All navies warships unable to replenish on the move must contend with this issue. Air defence and missile defence of ports has become a more relevant issue in the face of such attack.
 
I’m saying that loading all those tubes is time consuming and must be done in port, a long range strike with uavs, usvs, missiles, or some combination of such at the tail end of the process would be less akin to a turret toss and more akin to a major ammunition dump explosion. The secondary detonation would disintegrate most of the ship, anything around it would eat a Beirut style shock wave, and the various components of the bridge, bow, stern, and any ammunition within that aren’t simply gone will be propelled at speed into whatever was directly in front and behind of it… no wreck to dive to, no bodies to bury at sea. Just a burning harbor, hundreds of tbis, a humiliating video on twitter, and a lesson about building a really tempting target
So you declare any VLS system to be a deathtrap? :) Including American Mk-41 VLS? :)
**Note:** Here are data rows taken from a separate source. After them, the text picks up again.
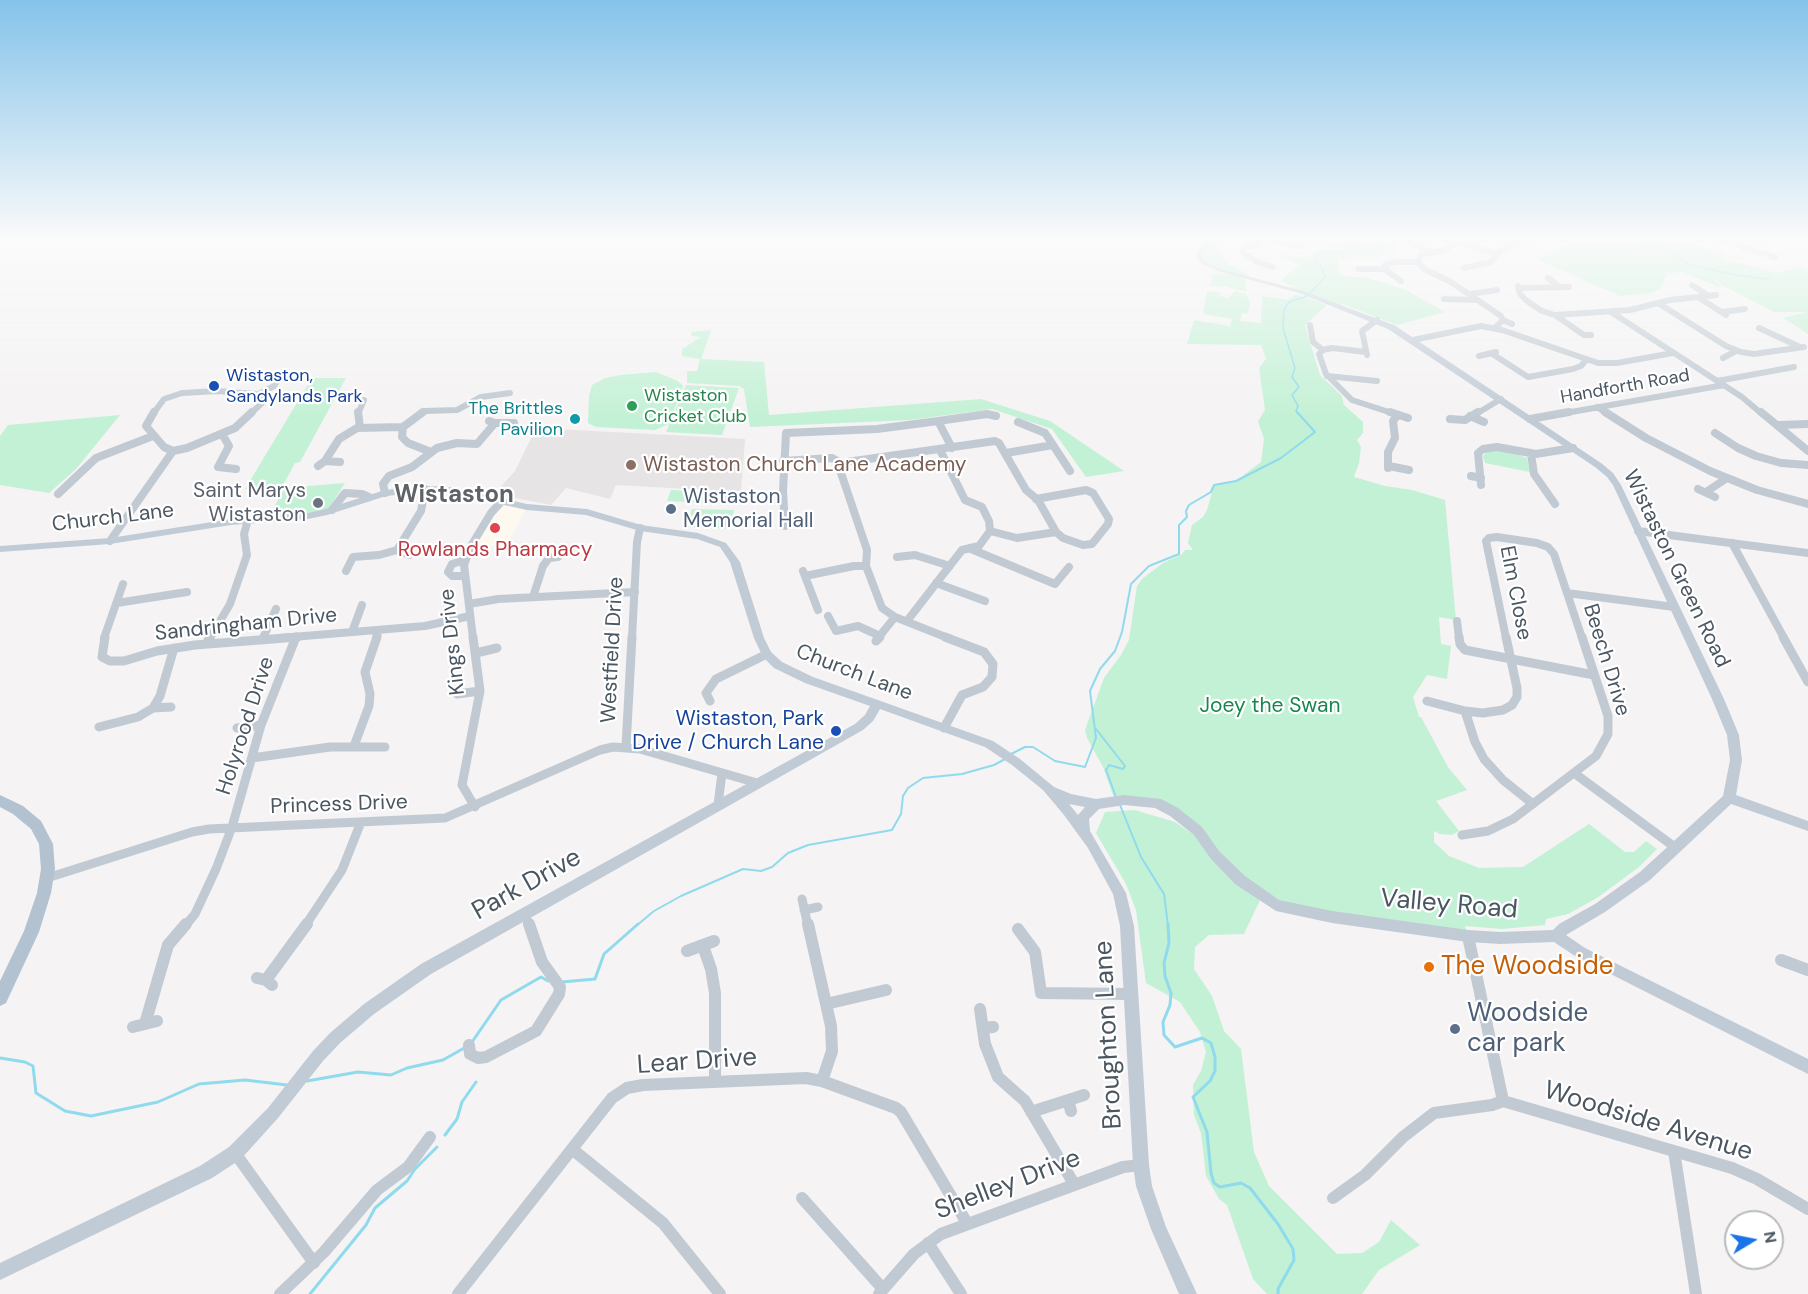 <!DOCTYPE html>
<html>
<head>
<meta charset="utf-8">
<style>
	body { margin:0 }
	#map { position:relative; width:1808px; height:1294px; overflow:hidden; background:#f5f3f3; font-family:"DM Sans",sans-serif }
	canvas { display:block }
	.north { position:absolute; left:1724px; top:1210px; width:60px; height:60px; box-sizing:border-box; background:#fff; border:2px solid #b7bbc0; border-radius:50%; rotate:80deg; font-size:16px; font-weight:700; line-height:24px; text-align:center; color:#4a5661 }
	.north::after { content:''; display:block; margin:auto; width:21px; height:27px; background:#1a73e8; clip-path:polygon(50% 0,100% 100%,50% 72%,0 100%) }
</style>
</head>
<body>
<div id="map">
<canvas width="1808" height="1294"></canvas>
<div class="north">N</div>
</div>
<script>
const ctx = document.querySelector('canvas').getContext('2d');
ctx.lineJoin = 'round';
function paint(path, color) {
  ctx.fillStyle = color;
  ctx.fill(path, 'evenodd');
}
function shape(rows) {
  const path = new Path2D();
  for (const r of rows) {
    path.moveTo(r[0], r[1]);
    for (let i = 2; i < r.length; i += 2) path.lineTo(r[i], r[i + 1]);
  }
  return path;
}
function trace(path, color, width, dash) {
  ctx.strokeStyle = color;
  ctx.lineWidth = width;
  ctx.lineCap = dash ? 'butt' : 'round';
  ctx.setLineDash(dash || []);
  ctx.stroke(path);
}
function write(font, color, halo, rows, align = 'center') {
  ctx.font = font + ' "DM Sans",sans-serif';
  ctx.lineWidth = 4.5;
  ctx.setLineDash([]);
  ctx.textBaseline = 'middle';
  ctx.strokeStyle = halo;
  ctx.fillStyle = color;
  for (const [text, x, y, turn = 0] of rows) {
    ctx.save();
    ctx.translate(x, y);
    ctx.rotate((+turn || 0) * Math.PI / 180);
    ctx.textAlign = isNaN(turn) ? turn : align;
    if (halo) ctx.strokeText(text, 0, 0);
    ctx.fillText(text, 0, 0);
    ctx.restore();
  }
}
paint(shape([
	[501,502,527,507,506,546,471,546]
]), '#fdf9ef');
paint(shape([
	[536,428,745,439,741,492,616,485,610,499,566,488,551,505,494,494,515,471]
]), '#e6e4e5');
paint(shape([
	[1213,238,1215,238,1218,251,1228,263,1255,279,1221,270,1206,263,1203,259,1203,254],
	[1322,238,1404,238,1390,255,1340,259,1338,262,1340,266,1338,271,1344,276,1364,277,1404,289,1445,312,1397,325,1342,304,1339,306,1287,288,1295,287,1280,281,1300,265,1281,257,1285,254,1301,258,1309,257,1323,247,1321,243,1315,241],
	[1585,238,1672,238,1725,253,1721,258,1778,273,1799,267,1808,271,1808,334,1783,318,1806,312,1774,312,1720,284,1709,274,1722,288,1681,272,1667,274,1660,289,1652,293,1620,296,1538,260,1550,252],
	[1212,274,1230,274,1245,279,1247,292,1223,286,1210,287],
	[1207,291,1220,292,1220,296,1228,298,1235,291,1246,294,1250,303,1249,309,1247,314,1242,313,1240,321,1261,323,1262,296,1288,300,1296,294,1327,305,1305,325,1320,375,1342,396,1344,405,1363,422,1363,433,1357,440,1361,447,1359,463,1354,477,1385,486,1412,490,1445,500,1456,620,1439,617,1441,644,1451,646,1447,679,1427,675,1413,697,1419,717,1421,717,1448,767,1467,790,1436,801,1459,831,1452,835,1440,834,1434,831,1434,842,1449,856,1479,868,1523,867,1589,824,1625,852,1634,852,1646,841,1657,849,1639,867,1597,898,1568,914,1546,919,1545,925,1502,929,1465,926,1468,936,1405,927,1261,898,1244,934,1209,935,1195,947,1194,969,1212,996,1224,1031,1241,1049,1254,1152,1269,1186,1337,1254,1362,1253,1379,1242,1391,1220,1420,1245,1379,1270,1362,1294,1267,1294,1253,1279,1227,1205,1219,1199,1206,1176,1201,1133,1194,1115,1193,1085,1201,1071,1206,1052,1200,1032,1180,1002,1146,983,1136,910,1126,884,1096,833,1105,812,1135,810,1175,822,1200,839,1174,812,1114,798,1103,767,1087,738,1085,730,1104,678,1121,655,1129,640,1137,586,1142,579,1163,563,1182,554,1185,550,1193,550,1188,543,1192,525,1203,517,1207,510,1214,485,1236,481,1261,462,1264,439,1258,421,1265,410,1259,368,1266,359,1261,345,1187,344,1194,320,1230,326,1232,319,1203,314],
	[711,330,701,359,764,362,769,415,981,399,1050,421,1124,471,1086,477,1052,429,992,409,910,420,750,427,744,389,739,386,687,383,687,371,697,371,700,359,682,356,682,349,701,337,691,336,692,332],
	[656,372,678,381,683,386,669,424,655,430,596,427,588,423,589,396,592,385,605,378,620,375],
	[312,378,346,378,300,462,295,463,282,487,245,489],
	[686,385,739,388,722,435,666,432],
	[120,415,76,469,49,493,0,485,0,436,8,425],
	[1505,450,1527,458,1530,472,1485,463,1483,456,1487,451],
	[345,483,329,508,308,515,269,516,285,488],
	[671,490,741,494,738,504,667,501],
	[692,509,734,510,729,529,686,527]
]), '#c3f1d5');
trace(shape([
	[1619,238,1661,247,1690,265,1736,275,1769,279],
	[1298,414,1296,411,1298,406,1292,395,1299,387,1292,377,1295,368,1283,328,1284,310,1289,302,1307,296,1325,277,1321,265,1314,262,1318,255,1324,252,1347,253,1347,247,1354,245,1366,250,1379,249,1390,238]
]), '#90daee', 1.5);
trace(shape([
	[1096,729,1125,766,1123,769,1109,765,1106,770,1116,797],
	[1011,754,1025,747,1033,747,1055,761,1085,767,1096,738,1090,691,1100,669,1115,651,1122,632,1131,584,1149,566,1179,554,1179,525,1187,517,1186,511,1189,505,1211,492,1214,485,1236,481,1281,458,1315,432,1297,412],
	[1120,805,1141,857,1164,894,1168,926],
	[636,926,654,911,681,896,743,869,761,871,772,867,788,853,808,845,892,830,901,814,903,796,908,788,923,778,962,774,994,765,1007,758]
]), '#90daee', 2);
trace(shape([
	[1168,924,1169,943,1164,963,1165,976,1171,993,1170,1005,1163,1022,1164,1035,1175,1047,1202,1038,1211,1043,1215,1057,1215,1071,1210,1081,1193,1097,1207,1132,1211,1173,1214,1183,1220,1187,1241,1183,1250,1188,1278,1224,1293,1249,1294,1260,1278,1289,1278,1294],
	[562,982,595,979,604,954,638,924],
	[472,1042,501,1000,541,977,548,981],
	[0,1058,25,1062,33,1066,36,1093,65,1111,91,1116,158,1102,199,1084,245,1080,287,1085],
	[307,1081,358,1072,391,1075,407,1068,443,1060,466,1047],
	[445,1135,457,1119,462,1102,476,1082],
	[310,1294,366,1225,375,1208,407,1181,415,1169,437,1147]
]), '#90daee', 3);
trace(shape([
	[1263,238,1298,246,1316,238],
	[1446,238,1497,254],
	[1510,238,1523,243],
	[1713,238,1730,241,1770,238],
	[1264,240,1259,245,1245,247,1243,252,1257,262,1273,267],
	[1457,241,1445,250,1421,255,1418,262,1424,269,1451,282,1501,316,1503,320,1495,328],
	[1410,242,1430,252],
	[1734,242,1745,248,1775,257],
	[1464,268,1491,262,1500,251,1532,238],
	[1358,269,1385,269],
	[1548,278,1560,287],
	[1401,281,1387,271,1385,265,1395,262,1418,262],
	[1692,285,1709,296],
	[1518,286,1520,294,1527,301,1542,311,1555,315,1630,310,1670,300,1716,295],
	[1519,288,1569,287],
	[1469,294,1497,290],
	[1698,297,1726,315],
	[1444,299,1477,300],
	[1658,303,1726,346,1741,352,1754,354,1804,347],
	[1611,312,1742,397,1762,414],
	[1722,312,1745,309],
	[1555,315,1584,335,1591,335],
	[1503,320,1512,324],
	[1310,325,1313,342,1323,350],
	[1759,328,1800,347],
	[1413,340,1481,326,1502,330,1598,363,1617,363,1673,353],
	[1366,352,1332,348,1323,350,1319,354,1326,374,1352,400,1395,414],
	[1491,353,1528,377,1573,369,1581,366,1586,360],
	[1367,355,1362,331,1377,320],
	[1479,356,1496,352],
	[1723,358,1736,351],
	[1327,376,1377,381],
	[1717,381,1794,367],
	[259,394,274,386,279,379],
	[1597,407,1608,414],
	[153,414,164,399,182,393,218,391,256,394,263,398,262,403,250,414],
	[358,414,364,400],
	[420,414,425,411,457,410,481,397,510,393],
	[1476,414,1501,399],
	[1560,414,1724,385]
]), '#c1cad2', 6);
trace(shape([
	[154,412,146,426,164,447,173,451],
	[358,412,360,427],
	[423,412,403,427,402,437,408,443,431,452],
	[1390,412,1408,418],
	[1605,412,1646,438,1710,471,1757,490,1808,504],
	[1761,412,1808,451],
	[1470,416,1484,422],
	[1450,419,1465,420,1478,412],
	[1530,419,1569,412],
	[1018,422,1045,433,1053,445],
	[495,423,514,423],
	[1779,425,1808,424],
	[1715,433,1738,448,1756,456,1781,463,1808,465],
	[222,434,229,446,218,467,236,469],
	[952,448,938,421,987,414,996,416],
	[940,450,965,500,982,507,989,521,990,531],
	[173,451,187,448,235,428,252,412],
	[1006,453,1053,445,1070,471],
	[1531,454,1534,474,1555,504],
	[325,461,340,462],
	[783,461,832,458,843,464],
	[318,466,325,461,339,439,357,428,403,427],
	[1389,466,1409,470],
	[1388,468,1388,452,1395,438,1393,421,1398,415],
	[1471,476,1481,478],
	[1481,485,1478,453,1483,449,1497,447,1536,454,1573,448],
	[1698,489,1715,497],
	[1706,492,1727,478],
	[385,493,383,484,389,476,412,467,437,448,457,443,477,444,495,423,489,421],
	[58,494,96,458,153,436],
	[1036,499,1086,490,1093,493,1109,519,1108,524,1092,544,1083,545,1063,538,1056,532],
	[332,510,345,493,362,494,369,497],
	[785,526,783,491,786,433,877,429,938,421],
	[1638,531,1808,553],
	[110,541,173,451],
	[1732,543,1784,638],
	[971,549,1055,584,1069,567],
	[397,550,409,555],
	[897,557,915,555,950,566],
	[465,560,452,564,448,572,452,576,465,576],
	[346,571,353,557,379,555,397,550,421,511,425,489],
	[803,571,818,610],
	[805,576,854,566,866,566],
	[936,583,985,601],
	[1567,593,1674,607],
	[533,597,543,566,549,558,558,557],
	[117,603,187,592],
	[469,604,498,599,635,592],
	[828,616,836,631,858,626,880,636],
	[907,621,962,550,979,546,990,531],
	[1457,621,1459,638],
	[352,632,362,605],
	[104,638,123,584],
	[210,638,230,604,247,555,244,534,248,520],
	[263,638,276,609],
	[280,638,425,626,470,616],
	[376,638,379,630],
	[473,638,464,565,471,546,491,513,501,502],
	[632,638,637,542,640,528],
	[878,638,895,617],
	[948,638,895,617,882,608,866,566,867,550,839,467,847,462,995,441,999,443,1026,490,1038,500,1056,532,1017,538,990,531],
	[1506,638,1486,541,1489,538,1497,537,1537,543,1548,547,1554,554,1582,638]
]), '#c1cad2', 8);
trace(shape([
	[105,637,102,657,110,661,124,661,157,651,195,645,298,637],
	[473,637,480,691,462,785,475,807],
	[1459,637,1460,644,1465,650,1594,675],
	[1783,637,1808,682],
	[262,640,264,637],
	[876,641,880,637],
	[206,644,210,637],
	[476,653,497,648],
	[457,694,480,691],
	[710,701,706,693,716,679,767,654],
	[1427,701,1465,711,1483,713,1503,710,1512,705,1517,697,1517,688,1506,637],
	[153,708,171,707],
	[1465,711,1475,742,1484,759,1503,780,1533,804],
	[99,727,138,717,153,708,160,696,174,648],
	[237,728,261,725],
	[944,728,962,695,983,687,992,677,993,664,984,652,945,637],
	[354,746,369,706,370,694,365,672,377,637],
	[626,746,632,637],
	[252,758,330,747,385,747],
	[1574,773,1676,848],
	[718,805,722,773],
	[1462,835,1488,831,1513,819,1596,756,1608,734,1608,716,1582,637],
	[47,878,192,832,209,829,445,818,600,750,613,747,640,749,757,783],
	[802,899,808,926],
	[804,910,818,907],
	[525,914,529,926],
	[185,926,195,914,216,869,232,827,261,725,296,637],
	[305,926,342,870,361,822]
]), '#c1cad2', 9);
trace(shape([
	[808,924,831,1026,832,1051,822,1081],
	[1018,929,1035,952,1041,993,1131,994],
	[703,946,711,969,715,993,715,1082],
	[687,951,714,941],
	[1781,960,1808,970],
	[257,978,266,980,272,985],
	[266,980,307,924],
	[826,1004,886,990],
	[980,1009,985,1044,998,1077,1025,1101,1074,1184],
	[145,1024,168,945,186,924],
	[133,1027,157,1021],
	[983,1028,993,1027],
	[469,1045,470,1054,478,1058,486,1057,536,1031,559,994,560,987,542,962,529,924],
	[1068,1100,1071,1111],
	[1503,1101,1732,1168,1757,1179,1808,1209],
	[1031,1112,1084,1095],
	[572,1149,663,1223,720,1294],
	[1674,1151,1696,1294],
	[235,1153,314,1263],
	[802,1198,883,1289],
	[1333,1198,1365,1175,1403,1137,1434,1113,1492,1105,1503,1101,1468,936],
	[928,1243,961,1294],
	[280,1294,324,1252,377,1190,408,1167,430,1137],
	[458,1294,612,1098,627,1088,643,1085,806,1078,822,1081,896,1108,901,1112,967,1223],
	[879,1294,914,1254,941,1234,1123,1167,1141,1165]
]), '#c1cad2', 12);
paint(shape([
	[1208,238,1214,238,1203,253,1203,259,1206,262,1221,269,1303,291,1394,325,1601,463,1613,473,1621,485,1724,699,1739,735,1742,760,1736,795,1808,821,1808,831,1731,804,1650,880,1605,912,1566,935,1585,948,1808,1059,1808,1074,1575,956,1554,942,1500,944,1468,942,1332,923,1276,911,1235,884,1211,859,1194,835,1170,816,1155,808,1124,805,1099,809,1089,819,1090,831,1126,893,1134,926,1149,1165,1152,1186,1166,1227,1197,1294,1179,1294,1151,1229,1136,1186,1133,1165,1120,926,1113,894,1088,848,1064,815,1043,790,1012,765,985,747,880,709,873,721,863,730,431,974,374,1014,340,1043,323,1061,278,1118,241,1159,212,1178,0,1280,0,1263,200,1166,229,1147,268,1108,313,1051,330,1033,364,1004,421,964,855,724,865,715,870,706,805,683,774,668,763,657,754,638,730,562,720,547,697,539,640,531,586,515,527,510,449,493,425,492,386,496,327,515,308,519,231,525,110,544,0,552,0,546,110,538,231,519,308,513,322,510,385,490,425,486,449,487,527,504,587,509,641,525,698,533,726,543,740,562,764,638,771,652,782,662,813,677,993,741,1020,759,1054,787,1071,794,1096,799,1124,795,1161,799,1178,808,1202,827,1219,851,1245,876,1279,900,1332,911,1468,930,1500,932,1553,930,1559,924,1595,904,1640,872,1723,796,1730,760,1727,735,1712,699,1613,485,1607,477,1595,467,1388,329,1299,293,1217,271,1202,264,1197,259,1197,253,1208,238],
	[1069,804,1085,807,1078,815,1069,804]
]), '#c1cbd6');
paint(shape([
	[0,795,23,806,41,821,53,844,55,869,51,893,39,932,6,1003,0,1006,0,981,24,931,37,893,41,869,39,844,31,829,13,814,0,807,0,795]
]), '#b3c2d1');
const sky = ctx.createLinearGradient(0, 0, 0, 419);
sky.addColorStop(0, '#85c3ea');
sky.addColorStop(0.57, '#fafafa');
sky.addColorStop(1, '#fafafa00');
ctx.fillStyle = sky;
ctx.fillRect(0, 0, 1808, 419);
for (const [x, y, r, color] of [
	[214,386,6,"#1a4fb4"],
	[632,406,6,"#2e9e5b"],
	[575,419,6,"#0f9aa8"],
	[631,465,6,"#8d6e63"],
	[318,503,6,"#6b7280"],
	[671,509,6,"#5c6f8a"],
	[495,528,6,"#e0444e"],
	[836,731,6,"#1a4fb4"],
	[1429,967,6,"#e8710a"],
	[1455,1029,6,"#5c6f8a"]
]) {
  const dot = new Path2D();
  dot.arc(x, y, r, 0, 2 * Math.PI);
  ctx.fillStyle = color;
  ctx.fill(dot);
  trace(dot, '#fff', 2);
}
write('18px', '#164399', '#fff', [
	["Wistaston,",226,376],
	["Sandylands Park",226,397]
], 'left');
write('18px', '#4a5661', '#fff', [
	["Handforth Road",1625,387,-10]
]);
write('18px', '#27864d', '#fff', [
	["Wistaston",644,396],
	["Cricket Club",644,417]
], 'left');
write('18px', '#0d838f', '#fff', [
	["The Brittles",563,409],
	["Pavilion",563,430]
], 'right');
write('21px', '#785e54', '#fff', [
	["Wistaston Church Lane Academy",643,465]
], 'left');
write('21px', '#5b616d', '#fff', [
	["Saint Marys",306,491],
	["Wistaston",306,515]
], 'right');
write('21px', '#4e5e75', '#fff', [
	["Wistaston",683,497],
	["Memorial Hall",683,521]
], 'left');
write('21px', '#4a5661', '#fff', [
	["Church Lane",113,518,-7],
	["Wistaston Green Road",1676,569,64],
	["Elm Close",1515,593,79],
	["Sandringham Drive",246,625,-6],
	["Kings Drive",453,642,-96],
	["Westfield Drive",613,650,-87],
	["Beech Drive",1606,660,73],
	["Church Lane",854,673,21],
	["Holyrood Drive",246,726,-72],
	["Princess Drive",339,805,-2]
]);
write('21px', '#be3a42', '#fff', [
	["Rowlands Pharmacy",495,550]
]);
write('21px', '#17864f', '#fff', [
	["Joey the Swan",1270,706]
]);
write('21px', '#164399', '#fff', [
	["Wistaston, Park",824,719],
	["Drive / Church Lane",824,743]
], 'right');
write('bold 24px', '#5f6368', '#fff', [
	["Wistaston",454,496]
]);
write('26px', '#4a5661', '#fff', [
	["Park Drive",527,885,-29],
	["Valley Road",1449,905,5],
	["Broughton Lane",1109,1035,-93],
	["Lear Drive",697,1062,-4],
	["Woodside Avenue",1648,1122,17],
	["Shelley Drive",1008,1185,-21]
]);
write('26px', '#c56008', '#fff', [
	["The Woodside",1441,967]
], 'left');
write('26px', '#4e5e75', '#fff', [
	["Woodside",1467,1014],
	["car park",1467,1044]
], 'left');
</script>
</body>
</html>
In reality, modern warheads are usually made insensitive enough to survive hits without detonating, and missile cells could be separated from each other, so the destruction of one missile would not affect others.
 
So you declare any VLS system to be a deathtrap? :) Including American Mk-41 VLS? :)

In reality, modern warheads are usually made insensitive enough to survive hits without detonating, and missile cells could be separated from each other, so the destruction of one missile would not affect others.
Also, there's the example of the American Mk57 PVLS, where there's a strong armor bulkhead on the inside of the set of cells and a much thinner piece of steel on the outside. Which tends to blow any damaged cells outwards not into the ship.